Ex-gang member leads blanket drive for the homeless

Handing out blankets tribute to friend who was fatally shot

By Josh Shaffer
The News & Observer

RALEIGH, N.C. (AP) — Every year on Christmas Eve, Brandon Anderson travels to Moore Square with his car’s trunk full of blankets — alms for the homeless poor around downtown Raleigh.

For the next few nights, he finds the cold and needy on sidewalks outside the bank towers on Fayetteville Street or in the woods off South Saunders Street, huddled in makeshift camps for the holidays. Sometimes, he meets whole families seeking warmth. Once, he met a former stockbroker who fell to pieces after losing his wife and child in a house fire.

Anderson hands them all blankets until his supply of donations runs out. In the past three years, he estimates helping about 1,500 people — a total he plans to increase.

“Anybody in the community, anybody in the struggle, anybody going through changes in their life,” Anderson said. “My grandmother told me I had a good heart.”

For Anderson, 32, running a one-man charity represents a sharp turnaround. At age 13 or 14, he joined a Bloods gang on the south side of Raleigh.

By age 20, he was charged with three counts of attempted murder for a 2008 shooting outside a house on Greywood Drive. He pleaded guilty to felony assault and served five years in prison, the first of three stints behind bars.

He speaks openly now about the lifestyle that sucked him in, calling himself a product of his gritty environment growing up. He recalls how older gang members would come to his football games, when he played linebacker for Broughton High School, and try to talk him out of the gang world.

“’You’re telling me not to sell drugs when I’m struggling and my family got nothing,’ “ he said, recalling long-ago conversations. “’You selling drugs and seems like you’ve got everything.’
Once I started selling drugs, I realized I didn’t have everything.”
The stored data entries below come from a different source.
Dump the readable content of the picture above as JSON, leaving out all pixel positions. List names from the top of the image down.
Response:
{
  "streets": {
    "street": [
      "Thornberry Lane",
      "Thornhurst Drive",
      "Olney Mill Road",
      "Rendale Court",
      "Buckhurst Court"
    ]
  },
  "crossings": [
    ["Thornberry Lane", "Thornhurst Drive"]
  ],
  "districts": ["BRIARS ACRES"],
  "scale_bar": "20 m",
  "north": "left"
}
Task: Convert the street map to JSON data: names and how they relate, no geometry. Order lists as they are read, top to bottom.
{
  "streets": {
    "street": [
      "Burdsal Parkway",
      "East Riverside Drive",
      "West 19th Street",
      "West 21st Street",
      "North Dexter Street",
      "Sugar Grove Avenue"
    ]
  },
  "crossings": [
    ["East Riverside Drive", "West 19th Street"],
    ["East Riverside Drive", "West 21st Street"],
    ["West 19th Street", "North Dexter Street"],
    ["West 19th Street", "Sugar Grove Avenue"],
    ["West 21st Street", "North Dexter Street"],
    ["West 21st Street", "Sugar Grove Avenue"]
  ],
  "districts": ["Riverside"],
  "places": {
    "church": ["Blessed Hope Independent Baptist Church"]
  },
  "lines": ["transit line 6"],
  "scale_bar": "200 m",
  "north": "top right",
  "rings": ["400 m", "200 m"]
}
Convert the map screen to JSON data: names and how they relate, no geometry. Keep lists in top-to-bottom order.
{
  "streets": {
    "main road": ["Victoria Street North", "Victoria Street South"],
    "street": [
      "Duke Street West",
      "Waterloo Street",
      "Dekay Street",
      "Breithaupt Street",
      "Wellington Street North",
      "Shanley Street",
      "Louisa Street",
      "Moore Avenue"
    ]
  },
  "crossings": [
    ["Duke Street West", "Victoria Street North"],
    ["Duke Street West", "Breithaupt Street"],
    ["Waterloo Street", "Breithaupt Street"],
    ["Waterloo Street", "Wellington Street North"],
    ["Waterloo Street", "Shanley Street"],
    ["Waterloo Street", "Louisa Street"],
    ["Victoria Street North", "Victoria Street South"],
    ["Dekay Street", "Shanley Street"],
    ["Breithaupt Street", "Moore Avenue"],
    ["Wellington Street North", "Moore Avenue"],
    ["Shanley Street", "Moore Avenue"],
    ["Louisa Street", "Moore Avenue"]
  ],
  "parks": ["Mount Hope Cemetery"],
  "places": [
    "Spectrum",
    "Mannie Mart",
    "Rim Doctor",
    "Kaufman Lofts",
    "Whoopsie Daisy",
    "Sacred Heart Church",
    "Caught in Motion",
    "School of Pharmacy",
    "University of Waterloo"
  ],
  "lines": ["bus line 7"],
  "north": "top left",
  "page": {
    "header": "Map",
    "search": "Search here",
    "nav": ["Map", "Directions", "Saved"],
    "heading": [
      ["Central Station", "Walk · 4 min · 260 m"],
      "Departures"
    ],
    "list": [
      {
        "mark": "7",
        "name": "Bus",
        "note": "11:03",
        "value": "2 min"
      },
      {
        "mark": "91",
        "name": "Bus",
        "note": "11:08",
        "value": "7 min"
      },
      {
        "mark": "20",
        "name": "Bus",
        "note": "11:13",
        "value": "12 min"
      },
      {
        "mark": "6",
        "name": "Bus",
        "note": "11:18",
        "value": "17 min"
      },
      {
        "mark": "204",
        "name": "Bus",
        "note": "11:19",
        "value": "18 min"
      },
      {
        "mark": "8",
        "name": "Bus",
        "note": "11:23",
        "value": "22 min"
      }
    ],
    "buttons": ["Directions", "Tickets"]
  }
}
Change came for Anderson around 2014, when he and lifelong friend James Alston were driving through downtown, noticing the haggard men on benches around the downtown park. Alston hit on the blanket idea, but it took a while to materialize because both he and Anderson returned to prison before they could start.

Then in 2015, Alston was shot and killed on Quarry Street in Southeast Raleigh while trying to organize a gang truce. For Anderson, handing out blankets remains a tribute to his friend, a sign of his Christian faith and a permanent shedding of his gang-related past.

“I used to be embarrassed by it,” he said. “I thought people looked at me like I’m just a gang member or a person who shot people. But it wasn’t me no more.”

Given his gang background, people sometimes doubt Anderson’s sincerity, said Linden Smith White, his mentor at Step Up Ministry, a Raleigh nonprofit that offers job training and life skills. But Anderson never missed a weekly meeting there, she said, even with transportation issues.

He works full-time as a sheet metal fabricator in Knightdale, supporting his wife and three children while running his blanket collection.

“I just see him continue to grow,” she said. “I love that about him. He’s not super wealthy, he works 8 to 5, and he is still finding a way to give. We can all find ways.”

Moore Square is different this year after a $13 million face lift. The homeless population has largely drifted to other streets.

But Anderson knows where to find them, and he’ll make a cold sidewalk a little warmer.